Oil prices extend losses as Trump signals Venezuelan crude inflows to the U.S.

Oil markets moved lower on Wednesday, with prices extending recent declines after U.S. President Donald Trump said Washington had reached an agreement that would allow up to $2 billion worth of Venezuelan crude to be imported into the United States. The development is expected to add supply to the world’s largest oil-consuming market and reinforce expectations of a well-supplied global market.

Brent crude futures were down 64 cents, or 1.1%, at $60.06 a barrel by 05:50 GMT, while U.S. West Texas Intermediate crude fell 82 cents, or 1.4%, to $56.44 a barrel. Both benchmarks added to losses of more than $1 from the previous session, as traders continued to price in ample oil availability for the year ahead.

Market sources said the agreement could initially lead to a reshuffling of cargo flows, with shipments previously destined for China redirected toward the U.S. Venezuela is also believed to be seeking to clear millions of barrels currently held in tankers and storage, partly to avoid further escalation in tensions with Washington.

Trump has previously warned that Venezuela must open its oil industry to U.S. companies or face the prospect of heightened military action. Shortly after those warnings, U.S. forces captured Venezuelan President Nicolás Maduro over the weekend.

Analysts broadly expect the deal to keep downward pressure on prices in an already oversupplied market. Yang An, an analyst at Haitong Futures, said Venezuela’s exports to the U.S. have primarily disrupted the American market and are likely to exacerbate the global supply glut.

At the same time, analysts at Morgan Stanley estimate that the oil market could tip into a surplus of as much as 3 million barrels per day in the first half of 2026, citing weak demand growth last year alongside rising output from both OPEC and non-OPEC producers.

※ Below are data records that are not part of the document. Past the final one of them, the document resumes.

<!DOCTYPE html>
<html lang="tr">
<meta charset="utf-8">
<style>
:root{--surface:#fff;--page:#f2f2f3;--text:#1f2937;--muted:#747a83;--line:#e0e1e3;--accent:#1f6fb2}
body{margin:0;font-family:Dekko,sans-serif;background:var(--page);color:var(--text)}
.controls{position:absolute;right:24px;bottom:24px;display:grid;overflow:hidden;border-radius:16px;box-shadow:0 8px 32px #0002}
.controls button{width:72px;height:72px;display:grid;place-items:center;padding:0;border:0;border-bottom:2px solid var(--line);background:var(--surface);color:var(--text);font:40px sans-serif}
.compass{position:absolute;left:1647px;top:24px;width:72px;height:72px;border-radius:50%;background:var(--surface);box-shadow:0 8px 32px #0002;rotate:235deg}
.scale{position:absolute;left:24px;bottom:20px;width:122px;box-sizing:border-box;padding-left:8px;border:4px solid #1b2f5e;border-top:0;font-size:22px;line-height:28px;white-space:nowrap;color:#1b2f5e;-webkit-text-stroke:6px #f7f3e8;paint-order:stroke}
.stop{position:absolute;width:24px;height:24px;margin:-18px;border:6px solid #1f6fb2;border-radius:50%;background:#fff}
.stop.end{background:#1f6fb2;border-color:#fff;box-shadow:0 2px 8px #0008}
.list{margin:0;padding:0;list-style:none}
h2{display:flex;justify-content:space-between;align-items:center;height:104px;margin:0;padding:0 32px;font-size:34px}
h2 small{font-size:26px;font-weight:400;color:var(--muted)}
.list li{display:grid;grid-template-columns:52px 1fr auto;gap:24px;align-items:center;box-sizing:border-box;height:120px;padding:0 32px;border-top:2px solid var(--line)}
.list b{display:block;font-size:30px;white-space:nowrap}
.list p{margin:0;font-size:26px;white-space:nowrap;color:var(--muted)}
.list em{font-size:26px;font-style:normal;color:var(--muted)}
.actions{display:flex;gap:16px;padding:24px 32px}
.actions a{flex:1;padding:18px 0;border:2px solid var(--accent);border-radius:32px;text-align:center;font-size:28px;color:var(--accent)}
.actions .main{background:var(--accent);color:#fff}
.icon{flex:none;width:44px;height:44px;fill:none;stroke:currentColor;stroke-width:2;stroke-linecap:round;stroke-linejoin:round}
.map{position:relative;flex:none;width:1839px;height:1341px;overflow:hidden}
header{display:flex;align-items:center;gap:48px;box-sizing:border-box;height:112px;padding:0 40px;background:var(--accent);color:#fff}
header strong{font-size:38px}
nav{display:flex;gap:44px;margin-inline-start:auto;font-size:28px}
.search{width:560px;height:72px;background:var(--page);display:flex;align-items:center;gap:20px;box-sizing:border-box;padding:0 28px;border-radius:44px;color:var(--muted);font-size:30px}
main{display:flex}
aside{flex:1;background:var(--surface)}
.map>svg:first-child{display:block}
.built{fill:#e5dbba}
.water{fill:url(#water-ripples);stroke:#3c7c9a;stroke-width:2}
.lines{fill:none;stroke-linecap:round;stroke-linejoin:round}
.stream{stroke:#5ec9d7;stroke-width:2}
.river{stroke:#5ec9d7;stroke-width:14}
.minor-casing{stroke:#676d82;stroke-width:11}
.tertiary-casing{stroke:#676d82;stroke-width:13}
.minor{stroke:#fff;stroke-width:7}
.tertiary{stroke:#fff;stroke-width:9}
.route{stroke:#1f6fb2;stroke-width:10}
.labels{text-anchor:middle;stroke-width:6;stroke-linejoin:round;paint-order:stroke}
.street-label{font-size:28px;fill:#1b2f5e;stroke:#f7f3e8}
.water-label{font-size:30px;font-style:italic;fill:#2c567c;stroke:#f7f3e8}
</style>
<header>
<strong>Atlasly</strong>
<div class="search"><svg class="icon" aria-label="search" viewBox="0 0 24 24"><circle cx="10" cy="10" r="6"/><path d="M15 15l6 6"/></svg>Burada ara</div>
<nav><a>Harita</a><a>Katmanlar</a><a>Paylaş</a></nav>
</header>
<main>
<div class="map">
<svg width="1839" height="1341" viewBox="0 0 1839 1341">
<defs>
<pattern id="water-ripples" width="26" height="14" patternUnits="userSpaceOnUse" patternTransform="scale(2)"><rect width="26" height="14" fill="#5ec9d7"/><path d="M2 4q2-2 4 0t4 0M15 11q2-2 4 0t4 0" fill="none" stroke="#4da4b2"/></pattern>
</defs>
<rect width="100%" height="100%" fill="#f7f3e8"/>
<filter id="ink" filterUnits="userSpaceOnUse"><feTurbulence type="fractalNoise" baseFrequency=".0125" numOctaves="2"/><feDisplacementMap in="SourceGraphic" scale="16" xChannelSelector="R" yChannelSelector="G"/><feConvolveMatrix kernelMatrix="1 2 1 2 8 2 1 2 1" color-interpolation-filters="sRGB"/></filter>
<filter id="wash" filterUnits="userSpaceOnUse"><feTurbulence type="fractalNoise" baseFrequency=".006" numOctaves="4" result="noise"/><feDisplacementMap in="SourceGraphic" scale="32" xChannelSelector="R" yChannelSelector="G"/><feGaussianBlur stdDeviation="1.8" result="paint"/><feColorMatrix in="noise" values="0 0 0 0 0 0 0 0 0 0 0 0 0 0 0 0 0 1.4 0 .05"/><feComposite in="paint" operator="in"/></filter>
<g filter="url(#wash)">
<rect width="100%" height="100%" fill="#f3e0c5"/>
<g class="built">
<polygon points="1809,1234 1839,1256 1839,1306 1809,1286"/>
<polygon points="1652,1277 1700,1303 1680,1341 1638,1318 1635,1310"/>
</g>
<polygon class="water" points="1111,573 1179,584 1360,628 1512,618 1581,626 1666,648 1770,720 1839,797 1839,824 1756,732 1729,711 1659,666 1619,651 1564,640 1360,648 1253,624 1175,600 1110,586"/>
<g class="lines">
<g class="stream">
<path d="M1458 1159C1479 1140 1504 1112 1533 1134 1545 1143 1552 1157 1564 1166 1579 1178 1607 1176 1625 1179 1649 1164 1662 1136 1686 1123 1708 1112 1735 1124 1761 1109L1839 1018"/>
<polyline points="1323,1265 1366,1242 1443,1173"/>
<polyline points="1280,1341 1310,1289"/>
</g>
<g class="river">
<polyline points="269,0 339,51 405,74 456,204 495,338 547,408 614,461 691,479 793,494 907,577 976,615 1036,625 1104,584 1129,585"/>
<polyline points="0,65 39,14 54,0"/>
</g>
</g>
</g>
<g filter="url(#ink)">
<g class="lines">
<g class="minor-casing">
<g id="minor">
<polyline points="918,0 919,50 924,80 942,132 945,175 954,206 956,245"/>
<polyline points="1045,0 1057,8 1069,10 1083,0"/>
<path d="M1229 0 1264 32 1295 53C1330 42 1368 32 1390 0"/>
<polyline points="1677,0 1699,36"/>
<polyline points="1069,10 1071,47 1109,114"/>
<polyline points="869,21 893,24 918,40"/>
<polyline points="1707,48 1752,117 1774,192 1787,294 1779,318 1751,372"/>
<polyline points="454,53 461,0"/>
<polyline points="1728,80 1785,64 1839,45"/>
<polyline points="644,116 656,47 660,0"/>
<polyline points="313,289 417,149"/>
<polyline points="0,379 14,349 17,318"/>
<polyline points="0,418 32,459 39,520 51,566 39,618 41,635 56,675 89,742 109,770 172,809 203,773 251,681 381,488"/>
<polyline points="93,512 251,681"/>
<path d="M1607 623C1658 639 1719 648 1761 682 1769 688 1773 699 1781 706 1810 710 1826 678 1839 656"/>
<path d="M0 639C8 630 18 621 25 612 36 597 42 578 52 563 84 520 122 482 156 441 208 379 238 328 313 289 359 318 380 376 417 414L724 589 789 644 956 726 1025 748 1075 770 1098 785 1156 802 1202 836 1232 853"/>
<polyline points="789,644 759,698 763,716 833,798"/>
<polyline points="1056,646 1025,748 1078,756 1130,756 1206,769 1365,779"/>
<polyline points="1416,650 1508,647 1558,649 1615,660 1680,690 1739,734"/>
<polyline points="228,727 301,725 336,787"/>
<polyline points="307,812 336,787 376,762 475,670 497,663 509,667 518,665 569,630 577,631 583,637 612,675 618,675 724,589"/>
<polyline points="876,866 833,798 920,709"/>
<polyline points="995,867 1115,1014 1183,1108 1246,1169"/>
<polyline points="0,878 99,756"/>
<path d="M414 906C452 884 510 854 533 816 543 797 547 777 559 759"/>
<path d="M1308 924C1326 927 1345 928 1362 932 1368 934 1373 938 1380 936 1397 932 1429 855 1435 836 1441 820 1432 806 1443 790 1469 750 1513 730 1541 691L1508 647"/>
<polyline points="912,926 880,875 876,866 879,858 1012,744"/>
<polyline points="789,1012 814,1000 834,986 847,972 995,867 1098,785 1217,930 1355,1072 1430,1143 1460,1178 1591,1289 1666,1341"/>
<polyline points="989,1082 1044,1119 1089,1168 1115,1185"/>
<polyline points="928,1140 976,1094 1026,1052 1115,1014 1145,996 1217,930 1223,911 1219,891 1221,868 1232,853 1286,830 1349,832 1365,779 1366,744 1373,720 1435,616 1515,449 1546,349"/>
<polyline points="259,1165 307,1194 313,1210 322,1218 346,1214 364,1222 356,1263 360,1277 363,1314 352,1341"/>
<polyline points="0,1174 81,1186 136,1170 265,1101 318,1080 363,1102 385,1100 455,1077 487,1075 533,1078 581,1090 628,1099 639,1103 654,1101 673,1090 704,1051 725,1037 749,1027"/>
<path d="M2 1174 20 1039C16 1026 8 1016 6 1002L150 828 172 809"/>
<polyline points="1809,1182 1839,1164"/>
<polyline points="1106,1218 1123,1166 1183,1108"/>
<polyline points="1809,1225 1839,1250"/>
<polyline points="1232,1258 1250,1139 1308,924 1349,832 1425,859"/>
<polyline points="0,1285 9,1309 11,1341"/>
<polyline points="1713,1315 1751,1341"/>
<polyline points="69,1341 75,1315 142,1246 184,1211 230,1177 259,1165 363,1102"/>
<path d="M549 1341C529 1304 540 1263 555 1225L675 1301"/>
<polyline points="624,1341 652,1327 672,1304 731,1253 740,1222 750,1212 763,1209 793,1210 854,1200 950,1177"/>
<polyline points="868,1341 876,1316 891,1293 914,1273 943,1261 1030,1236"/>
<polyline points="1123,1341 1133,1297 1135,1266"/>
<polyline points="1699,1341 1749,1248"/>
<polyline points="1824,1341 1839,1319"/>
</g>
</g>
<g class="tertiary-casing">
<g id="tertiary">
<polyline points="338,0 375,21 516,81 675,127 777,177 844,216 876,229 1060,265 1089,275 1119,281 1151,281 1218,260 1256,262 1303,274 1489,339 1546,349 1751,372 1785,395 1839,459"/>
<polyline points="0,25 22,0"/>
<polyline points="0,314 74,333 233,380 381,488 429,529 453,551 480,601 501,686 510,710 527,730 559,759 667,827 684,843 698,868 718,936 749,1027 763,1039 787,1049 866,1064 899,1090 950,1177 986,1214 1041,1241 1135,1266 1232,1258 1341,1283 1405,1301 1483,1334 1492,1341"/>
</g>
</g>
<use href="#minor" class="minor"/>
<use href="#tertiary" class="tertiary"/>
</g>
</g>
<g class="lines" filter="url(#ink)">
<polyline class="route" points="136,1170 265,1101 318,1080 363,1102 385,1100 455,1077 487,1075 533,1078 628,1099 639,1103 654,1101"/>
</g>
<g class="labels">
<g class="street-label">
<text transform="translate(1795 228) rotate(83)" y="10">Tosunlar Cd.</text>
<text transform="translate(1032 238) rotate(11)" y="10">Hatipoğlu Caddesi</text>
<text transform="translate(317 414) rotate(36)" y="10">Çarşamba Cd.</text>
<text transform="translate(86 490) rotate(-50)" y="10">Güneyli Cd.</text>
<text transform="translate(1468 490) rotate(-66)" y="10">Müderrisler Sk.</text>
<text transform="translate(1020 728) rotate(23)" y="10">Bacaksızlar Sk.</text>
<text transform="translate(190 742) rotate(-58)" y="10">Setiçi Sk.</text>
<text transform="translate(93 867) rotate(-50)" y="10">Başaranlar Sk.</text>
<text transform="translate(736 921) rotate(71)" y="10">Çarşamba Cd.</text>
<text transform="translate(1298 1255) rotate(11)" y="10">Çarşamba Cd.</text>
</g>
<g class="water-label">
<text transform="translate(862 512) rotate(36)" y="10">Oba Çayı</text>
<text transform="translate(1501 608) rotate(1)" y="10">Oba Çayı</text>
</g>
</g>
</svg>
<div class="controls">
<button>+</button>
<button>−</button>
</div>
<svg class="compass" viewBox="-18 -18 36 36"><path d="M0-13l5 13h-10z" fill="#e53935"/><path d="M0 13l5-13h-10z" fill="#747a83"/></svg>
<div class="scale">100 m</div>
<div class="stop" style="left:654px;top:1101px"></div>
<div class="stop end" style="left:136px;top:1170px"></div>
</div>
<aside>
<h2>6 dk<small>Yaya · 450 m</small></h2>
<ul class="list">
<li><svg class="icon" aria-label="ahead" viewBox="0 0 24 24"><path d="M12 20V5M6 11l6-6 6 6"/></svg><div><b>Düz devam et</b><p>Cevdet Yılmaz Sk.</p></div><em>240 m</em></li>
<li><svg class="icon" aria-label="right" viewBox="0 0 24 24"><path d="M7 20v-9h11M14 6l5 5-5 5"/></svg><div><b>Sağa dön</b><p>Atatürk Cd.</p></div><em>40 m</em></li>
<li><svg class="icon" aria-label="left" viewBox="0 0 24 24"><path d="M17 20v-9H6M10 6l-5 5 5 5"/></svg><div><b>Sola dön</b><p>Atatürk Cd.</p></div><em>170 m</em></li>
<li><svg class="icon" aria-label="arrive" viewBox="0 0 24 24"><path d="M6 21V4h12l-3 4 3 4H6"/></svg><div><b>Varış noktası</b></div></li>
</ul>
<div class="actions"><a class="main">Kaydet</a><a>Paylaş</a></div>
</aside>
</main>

However, analysts at BMI, part of Fitch Solutions, noted that an increase in low-cost Venezuelan crude exports could eventually slow investment and capacity expansion in the U.S. and other producing regions. Venezuela has been selling its benchmark Merey crude at a steep discount of around $22 per barrel to Brent for delivery at its ports, a dynamic that BMI said could lift oil price expectations over the medium term, particularly if the current Venezuelan regime remains in place.